Uma semana bem puxada para as artes visuais brasilienses. A classe artística do Distrito Federal começa a se organizar diante de uma série de ataques à liberdade de expressão, numa onda nacional de ameaças e intervenções desde o traumático fechamento da exposição “Queermuseu”, em setembro, na cidade de Porto Alegre.

Duas iniciativas marcaram a semana. Na segunda-feira (23/10), o gaúcho Gaudêncio Fidelis, curador de “Queermuseu”, foi protagonista de debate na Universidade de Brasília (UnB). Promovido pelo Instituto de Artes e pela Faculdade de Comunicação, o encontro reuniu uma centena de estudantes, professores, artistas e entusiastas para ouvir o testemunho de um profissional que se viu colhido por um furacão.

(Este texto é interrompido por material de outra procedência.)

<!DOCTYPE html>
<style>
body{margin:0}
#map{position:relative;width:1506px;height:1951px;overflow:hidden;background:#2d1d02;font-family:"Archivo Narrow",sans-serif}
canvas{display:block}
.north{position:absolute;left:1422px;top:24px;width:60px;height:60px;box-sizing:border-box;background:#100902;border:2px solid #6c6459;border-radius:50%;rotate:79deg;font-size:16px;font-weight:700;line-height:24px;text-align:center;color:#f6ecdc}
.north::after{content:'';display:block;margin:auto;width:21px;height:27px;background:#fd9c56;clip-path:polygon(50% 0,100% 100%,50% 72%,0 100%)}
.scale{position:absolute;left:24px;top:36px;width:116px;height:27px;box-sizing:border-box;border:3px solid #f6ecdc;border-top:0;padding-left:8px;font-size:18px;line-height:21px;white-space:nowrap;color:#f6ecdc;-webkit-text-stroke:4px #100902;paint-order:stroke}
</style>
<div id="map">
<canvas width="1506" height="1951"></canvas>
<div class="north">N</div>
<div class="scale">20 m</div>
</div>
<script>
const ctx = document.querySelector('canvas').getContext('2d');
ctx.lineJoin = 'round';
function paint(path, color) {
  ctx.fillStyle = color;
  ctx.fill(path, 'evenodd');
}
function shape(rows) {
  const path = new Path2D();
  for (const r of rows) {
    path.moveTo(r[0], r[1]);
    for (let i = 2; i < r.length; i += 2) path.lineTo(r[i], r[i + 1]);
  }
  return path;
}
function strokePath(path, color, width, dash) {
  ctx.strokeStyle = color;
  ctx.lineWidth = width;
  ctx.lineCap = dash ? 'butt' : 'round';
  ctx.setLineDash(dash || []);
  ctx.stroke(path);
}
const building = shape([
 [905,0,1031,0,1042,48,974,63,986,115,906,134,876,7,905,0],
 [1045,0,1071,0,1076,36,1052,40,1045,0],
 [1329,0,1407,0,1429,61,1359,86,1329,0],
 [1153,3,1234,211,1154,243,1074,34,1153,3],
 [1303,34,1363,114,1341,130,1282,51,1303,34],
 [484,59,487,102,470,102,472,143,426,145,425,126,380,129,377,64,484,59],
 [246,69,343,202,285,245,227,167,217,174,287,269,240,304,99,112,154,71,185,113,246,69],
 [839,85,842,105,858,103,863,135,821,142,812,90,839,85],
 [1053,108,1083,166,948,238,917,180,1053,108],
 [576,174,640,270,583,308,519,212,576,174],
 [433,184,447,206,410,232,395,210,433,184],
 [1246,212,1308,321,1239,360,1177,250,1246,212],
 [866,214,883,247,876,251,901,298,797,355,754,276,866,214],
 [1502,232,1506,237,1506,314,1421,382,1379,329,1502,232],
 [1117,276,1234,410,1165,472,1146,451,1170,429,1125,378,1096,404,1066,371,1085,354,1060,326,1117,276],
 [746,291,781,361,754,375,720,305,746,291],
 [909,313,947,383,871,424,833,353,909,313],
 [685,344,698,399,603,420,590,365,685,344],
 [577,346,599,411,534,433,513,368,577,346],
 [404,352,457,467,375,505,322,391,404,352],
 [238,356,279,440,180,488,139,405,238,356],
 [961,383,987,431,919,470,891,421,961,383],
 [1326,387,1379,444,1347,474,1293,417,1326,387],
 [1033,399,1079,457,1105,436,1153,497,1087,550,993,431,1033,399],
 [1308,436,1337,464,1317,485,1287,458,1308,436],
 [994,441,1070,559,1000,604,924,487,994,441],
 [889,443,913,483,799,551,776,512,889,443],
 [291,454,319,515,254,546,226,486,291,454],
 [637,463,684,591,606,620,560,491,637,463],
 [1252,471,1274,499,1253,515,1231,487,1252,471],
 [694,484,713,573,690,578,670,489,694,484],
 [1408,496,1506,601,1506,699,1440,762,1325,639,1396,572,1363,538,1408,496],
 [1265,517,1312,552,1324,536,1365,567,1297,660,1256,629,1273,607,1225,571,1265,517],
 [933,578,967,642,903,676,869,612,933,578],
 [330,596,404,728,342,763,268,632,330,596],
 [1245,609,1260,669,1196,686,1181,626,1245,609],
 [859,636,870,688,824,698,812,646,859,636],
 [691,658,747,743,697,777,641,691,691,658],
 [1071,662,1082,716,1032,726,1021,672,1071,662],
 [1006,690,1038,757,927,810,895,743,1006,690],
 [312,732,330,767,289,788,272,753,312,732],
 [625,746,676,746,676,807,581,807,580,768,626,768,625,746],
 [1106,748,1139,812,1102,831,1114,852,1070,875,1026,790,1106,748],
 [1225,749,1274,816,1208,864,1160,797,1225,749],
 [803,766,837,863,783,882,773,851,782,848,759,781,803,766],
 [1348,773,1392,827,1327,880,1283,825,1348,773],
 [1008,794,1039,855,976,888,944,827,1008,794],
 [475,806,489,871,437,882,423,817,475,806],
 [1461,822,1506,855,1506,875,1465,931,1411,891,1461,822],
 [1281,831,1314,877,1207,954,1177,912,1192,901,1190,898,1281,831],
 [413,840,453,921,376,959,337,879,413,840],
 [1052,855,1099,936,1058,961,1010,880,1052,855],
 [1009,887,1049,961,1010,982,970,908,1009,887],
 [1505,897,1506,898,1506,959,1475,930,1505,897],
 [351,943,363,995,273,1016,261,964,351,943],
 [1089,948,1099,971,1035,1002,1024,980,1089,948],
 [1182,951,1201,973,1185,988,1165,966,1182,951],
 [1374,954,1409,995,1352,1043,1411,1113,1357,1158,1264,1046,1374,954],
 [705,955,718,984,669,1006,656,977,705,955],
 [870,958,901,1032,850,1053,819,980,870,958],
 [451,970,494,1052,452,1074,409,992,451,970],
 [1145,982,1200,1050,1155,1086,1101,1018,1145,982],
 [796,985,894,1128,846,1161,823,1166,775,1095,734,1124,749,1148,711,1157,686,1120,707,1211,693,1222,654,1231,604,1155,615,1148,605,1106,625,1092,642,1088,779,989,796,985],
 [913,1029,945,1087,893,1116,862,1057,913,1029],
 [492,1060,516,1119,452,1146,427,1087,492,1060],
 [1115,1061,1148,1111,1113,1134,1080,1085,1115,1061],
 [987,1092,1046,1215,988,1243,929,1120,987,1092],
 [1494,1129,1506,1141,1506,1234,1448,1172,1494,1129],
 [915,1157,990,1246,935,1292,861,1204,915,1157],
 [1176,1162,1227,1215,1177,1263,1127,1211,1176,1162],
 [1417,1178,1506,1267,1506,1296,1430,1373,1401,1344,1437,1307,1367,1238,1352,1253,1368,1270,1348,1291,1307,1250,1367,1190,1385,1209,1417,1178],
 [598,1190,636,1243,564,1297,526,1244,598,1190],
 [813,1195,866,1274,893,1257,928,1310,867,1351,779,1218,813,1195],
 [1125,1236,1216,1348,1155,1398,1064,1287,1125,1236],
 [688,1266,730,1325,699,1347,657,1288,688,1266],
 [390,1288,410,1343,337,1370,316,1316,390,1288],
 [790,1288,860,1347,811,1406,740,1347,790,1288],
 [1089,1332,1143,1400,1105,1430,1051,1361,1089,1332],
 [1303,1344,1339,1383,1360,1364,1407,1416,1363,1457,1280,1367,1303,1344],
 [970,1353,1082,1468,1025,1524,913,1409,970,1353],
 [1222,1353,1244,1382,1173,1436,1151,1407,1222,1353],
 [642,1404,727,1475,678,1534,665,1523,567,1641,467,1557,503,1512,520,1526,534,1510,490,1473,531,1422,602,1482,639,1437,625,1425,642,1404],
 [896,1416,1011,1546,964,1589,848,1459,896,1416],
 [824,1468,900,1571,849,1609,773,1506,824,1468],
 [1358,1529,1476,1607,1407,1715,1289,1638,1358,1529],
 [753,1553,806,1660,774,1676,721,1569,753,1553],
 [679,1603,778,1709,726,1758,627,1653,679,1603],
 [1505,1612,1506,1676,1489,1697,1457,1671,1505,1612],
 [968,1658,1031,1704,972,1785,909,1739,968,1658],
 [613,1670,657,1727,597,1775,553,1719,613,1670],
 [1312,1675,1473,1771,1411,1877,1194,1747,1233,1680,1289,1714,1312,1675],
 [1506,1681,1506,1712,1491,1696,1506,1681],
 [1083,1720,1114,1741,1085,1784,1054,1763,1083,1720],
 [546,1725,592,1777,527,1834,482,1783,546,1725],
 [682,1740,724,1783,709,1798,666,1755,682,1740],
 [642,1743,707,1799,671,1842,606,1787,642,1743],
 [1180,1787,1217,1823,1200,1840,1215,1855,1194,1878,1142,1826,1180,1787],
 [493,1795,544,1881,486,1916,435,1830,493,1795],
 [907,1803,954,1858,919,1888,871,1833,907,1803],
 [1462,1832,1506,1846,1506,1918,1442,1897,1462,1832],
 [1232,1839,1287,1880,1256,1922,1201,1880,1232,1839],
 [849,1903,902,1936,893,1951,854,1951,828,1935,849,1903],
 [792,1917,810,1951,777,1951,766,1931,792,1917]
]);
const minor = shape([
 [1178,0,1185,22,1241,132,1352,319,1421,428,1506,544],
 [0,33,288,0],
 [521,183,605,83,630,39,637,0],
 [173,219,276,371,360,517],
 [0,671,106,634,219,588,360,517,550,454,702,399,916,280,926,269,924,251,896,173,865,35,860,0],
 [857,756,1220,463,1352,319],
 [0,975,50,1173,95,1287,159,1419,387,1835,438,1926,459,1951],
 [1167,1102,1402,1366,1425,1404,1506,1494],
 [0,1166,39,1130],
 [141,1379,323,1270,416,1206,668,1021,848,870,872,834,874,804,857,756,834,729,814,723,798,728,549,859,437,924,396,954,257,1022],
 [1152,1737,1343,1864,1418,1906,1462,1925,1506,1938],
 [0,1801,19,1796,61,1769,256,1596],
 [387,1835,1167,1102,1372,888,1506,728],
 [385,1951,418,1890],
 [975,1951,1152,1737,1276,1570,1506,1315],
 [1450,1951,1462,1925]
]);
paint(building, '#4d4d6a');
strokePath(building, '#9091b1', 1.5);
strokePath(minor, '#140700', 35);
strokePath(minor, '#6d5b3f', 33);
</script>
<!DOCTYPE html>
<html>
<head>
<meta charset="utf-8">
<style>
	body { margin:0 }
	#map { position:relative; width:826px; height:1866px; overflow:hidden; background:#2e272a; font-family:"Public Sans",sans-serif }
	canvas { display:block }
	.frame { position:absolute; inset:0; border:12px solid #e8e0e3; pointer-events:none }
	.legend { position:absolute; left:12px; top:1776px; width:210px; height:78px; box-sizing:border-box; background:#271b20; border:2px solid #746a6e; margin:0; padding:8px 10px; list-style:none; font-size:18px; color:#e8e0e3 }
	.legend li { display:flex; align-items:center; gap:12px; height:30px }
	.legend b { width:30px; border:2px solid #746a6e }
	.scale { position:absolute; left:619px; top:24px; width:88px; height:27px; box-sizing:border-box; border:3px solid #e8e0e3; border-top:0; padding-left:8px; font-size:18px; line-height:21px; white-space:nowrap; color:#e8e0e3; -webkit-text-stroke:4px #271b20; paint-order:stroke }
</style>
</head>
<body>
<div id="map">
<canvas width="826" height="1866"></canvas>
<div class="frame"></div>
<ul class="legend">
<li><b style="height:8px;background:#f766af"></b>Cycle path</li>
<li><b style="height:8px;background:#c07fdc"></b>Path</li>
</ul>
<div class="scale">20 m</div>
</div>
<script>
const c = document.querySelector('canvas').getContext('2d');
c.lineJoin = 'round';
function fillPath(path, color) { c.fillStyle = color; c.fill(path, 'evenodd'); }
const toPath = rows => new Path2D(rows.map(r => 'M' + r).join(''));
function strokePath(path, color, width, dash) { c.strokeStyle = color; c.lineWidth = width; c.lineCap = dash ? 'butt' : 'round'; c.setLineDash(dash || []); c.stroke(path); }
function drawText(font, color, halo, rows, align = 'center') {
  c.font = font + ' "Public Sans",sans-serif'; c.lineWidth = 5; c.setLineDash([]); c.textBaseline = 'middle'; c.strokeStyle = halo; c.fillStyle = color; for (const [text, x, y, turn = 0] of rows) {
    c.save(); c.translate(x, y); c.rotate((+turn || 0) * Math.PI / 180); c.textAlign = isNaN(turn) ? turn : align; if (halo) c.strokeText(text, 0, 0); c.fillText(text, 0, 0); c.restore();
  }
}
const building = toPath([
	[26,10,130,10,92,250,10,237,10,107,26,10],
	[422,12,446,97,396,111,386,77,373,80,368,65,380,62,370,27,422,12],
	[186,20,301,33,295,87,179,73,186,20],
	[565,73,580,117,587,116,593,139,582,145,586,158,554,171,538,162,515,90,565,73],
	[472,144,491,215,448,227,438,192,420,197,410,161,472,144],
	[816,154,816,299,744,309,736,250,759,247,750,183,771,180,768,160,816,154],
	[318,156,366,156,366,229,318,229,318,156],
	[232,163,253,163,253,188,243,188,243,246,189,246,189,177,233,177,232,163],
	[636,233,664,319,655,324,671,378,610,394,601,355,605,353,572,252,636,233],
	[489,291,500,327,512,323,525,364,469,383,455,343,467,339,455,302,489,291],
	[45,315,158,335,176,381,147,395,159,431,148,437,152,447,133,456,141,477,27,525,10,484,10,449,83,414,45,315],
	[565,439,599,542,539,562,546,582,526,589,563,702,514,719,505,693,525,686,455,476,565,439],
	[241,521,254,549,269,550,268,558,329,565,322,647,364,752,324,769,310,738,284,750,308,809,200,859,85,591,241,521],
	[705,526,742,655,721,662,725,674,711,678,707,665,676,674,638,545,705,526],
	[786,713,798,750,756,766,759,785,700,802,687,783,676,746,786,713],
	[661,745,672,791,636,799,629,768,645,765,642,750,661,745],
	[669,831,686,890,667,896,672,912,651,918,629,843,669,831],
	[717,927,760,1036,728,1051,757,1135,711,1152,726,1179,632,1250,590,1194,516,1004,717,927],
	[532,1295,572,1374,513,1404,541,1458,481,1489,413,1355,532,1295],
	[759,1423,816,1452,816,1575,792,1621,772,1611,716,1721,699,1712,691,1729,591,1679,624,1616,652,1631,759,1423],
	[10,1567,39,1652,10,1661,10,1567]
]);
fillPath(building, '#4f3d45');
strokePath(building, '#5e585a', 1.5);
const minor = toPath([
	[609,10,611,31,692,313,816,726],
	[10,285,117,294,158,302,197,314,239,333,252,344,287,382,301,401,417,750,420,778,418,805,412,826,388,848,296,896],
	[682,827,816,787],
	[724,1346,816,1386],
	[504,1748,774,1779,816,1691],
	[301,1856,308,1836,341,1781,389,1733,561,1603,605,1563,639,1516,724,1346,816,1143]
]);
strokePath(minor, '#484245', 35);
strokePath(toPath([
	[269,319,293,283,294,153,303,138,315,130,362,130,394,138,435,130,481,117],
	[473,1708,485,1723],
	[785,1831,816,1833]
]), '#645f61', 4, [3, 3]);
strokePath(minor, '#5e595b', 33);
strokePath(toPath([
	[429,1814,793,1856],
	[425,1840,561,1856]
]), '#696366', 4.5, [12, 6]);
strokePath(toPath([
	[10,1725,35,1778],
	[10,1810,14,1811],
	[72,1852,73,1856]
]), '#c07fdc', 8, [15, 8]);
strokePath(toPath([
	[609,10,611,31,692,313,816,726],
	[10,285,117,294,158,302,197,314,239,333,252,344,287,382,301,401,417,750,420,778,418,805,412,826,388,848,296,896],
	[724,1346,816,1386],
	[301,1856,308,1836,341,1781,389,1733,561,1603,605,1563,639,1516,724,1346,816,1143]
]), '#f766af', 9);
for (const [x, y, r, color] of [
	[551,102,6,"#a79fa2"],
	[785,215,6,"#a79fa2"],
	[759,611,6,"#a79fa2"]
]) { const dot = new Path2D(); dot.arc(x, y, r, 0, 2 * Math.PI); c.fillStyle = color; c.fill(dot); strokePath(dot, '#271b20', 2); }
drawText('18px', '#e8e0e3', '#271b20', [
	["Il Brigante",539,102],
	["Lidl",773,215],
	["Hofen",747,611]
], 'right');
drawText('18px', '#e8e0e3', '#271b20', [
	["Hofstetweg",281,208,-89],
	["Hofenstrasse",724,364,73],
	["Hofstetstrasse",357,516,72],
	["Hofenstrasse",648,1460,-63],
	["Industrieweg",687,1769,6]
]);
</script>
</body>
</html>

“Está aberto um debate que vai muito além da liberdade artística e da liberdade de expressão”, anunciou Fidelis. “A sociedade brasileira precisa urgentemente pensar sobre os valores mais básicos da democracia, sobre a liberdade de escolha de cada um, sobre o que podemos ou não podemos ver, sobre o que podemos ou não podemos conhecer.”

Tais palavras serviram também como mote para o primeiro encontro promovido pelo recém-criado coletivo “Não Calarás”, que se apresentou na manhã de quarta-feira (25/10), no Museu Nacional Honestino Guimarães.

O movimento começou como um agrupamento em torno da mostra coletiva “Não Matarás”, em cartaz ali mesmo no Museu Nacional. Reunindo obras de temática francamente política, a exposição foi visitada por um grupo de deputados federais supostamente movido por denúncias semelhantes àquelas que levaram o Banco Santander a fechar a exposição que abrigava em seu centro cultural.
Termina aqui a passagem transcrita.